Exercise instructions: All of the data should be reproduced word for word, though its pictures must be omitted.

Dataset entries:
"""

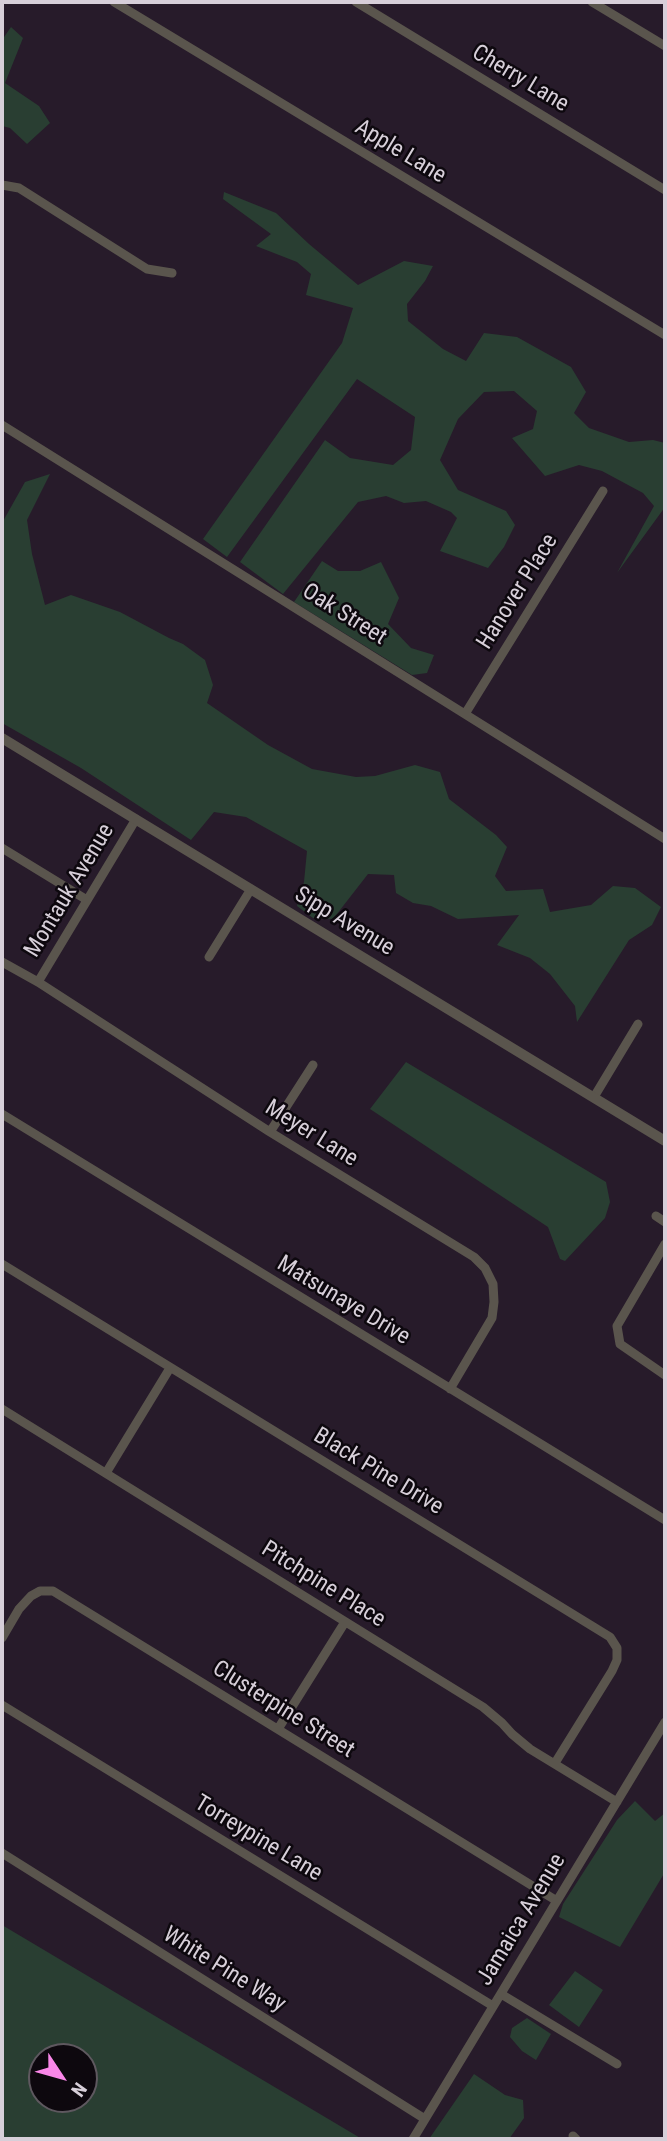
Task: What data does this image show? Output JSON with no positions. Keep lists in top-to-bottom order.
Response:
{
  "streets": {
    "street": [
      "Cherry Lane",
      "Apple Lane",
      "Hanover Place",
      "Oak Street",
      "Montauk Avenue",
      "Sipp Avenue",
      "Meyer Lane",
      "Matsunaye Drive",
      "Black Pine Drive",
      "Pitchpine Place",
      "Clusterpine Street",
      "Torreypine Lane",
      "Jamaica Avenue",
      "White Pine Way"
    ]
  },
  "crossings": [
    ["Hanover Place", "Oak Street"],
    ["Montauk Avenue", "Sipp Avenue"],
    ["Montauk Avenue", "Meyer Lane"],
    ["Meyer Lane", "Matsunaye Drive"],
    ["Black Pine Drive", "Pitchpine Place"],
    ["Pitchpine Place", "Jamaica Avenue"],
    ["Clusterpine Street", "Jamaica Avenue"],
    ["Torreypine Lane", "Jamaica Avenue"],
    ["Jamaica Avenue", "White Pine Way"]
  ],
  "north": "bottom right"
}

"""

Response to this exercise:
Task: What data does this image show? Output JSON with no positions. Keep lists in top-to-bottom order.
Response:
{
  "streets": {
    "street": [
      "Cherry Lane",
      "Apple Lane",
      "Hanover Place",
      "Oak Street",
      "Montauk Avenue",
      "Sipp Avenue",
      "Meyer Lane",
      "Matsunaye Drive",
      "Black Pine Drive",
      "Pitchpine Place",
      "Clusterpine Street",
      "Torreypine Lane",
      "Jamaica Avenue",
      "White Pine Way"
    ]
  },
  "crossings": [
    ["Hanover Place", "Oak Street"],
    ["Montauk Avenue", "Sipp Avenue"],
    ["Montauk Avenue", "Meyer Lane"],
    ["Meyer Lane", "Matsunaye Drive"],
    ["Black Pine Drive", "Pitchpine Place"],
    ["Pitchpine Place", "Jamaica Avenue"],
    ["Clusterpine Street", "Jamaica Avenue"],
    ["Torreypine Lane", "Jamaica Avenue"],
    ["Jamaica Avenue", "White Pine Way"]
  ],
  "north": "bottom right"
}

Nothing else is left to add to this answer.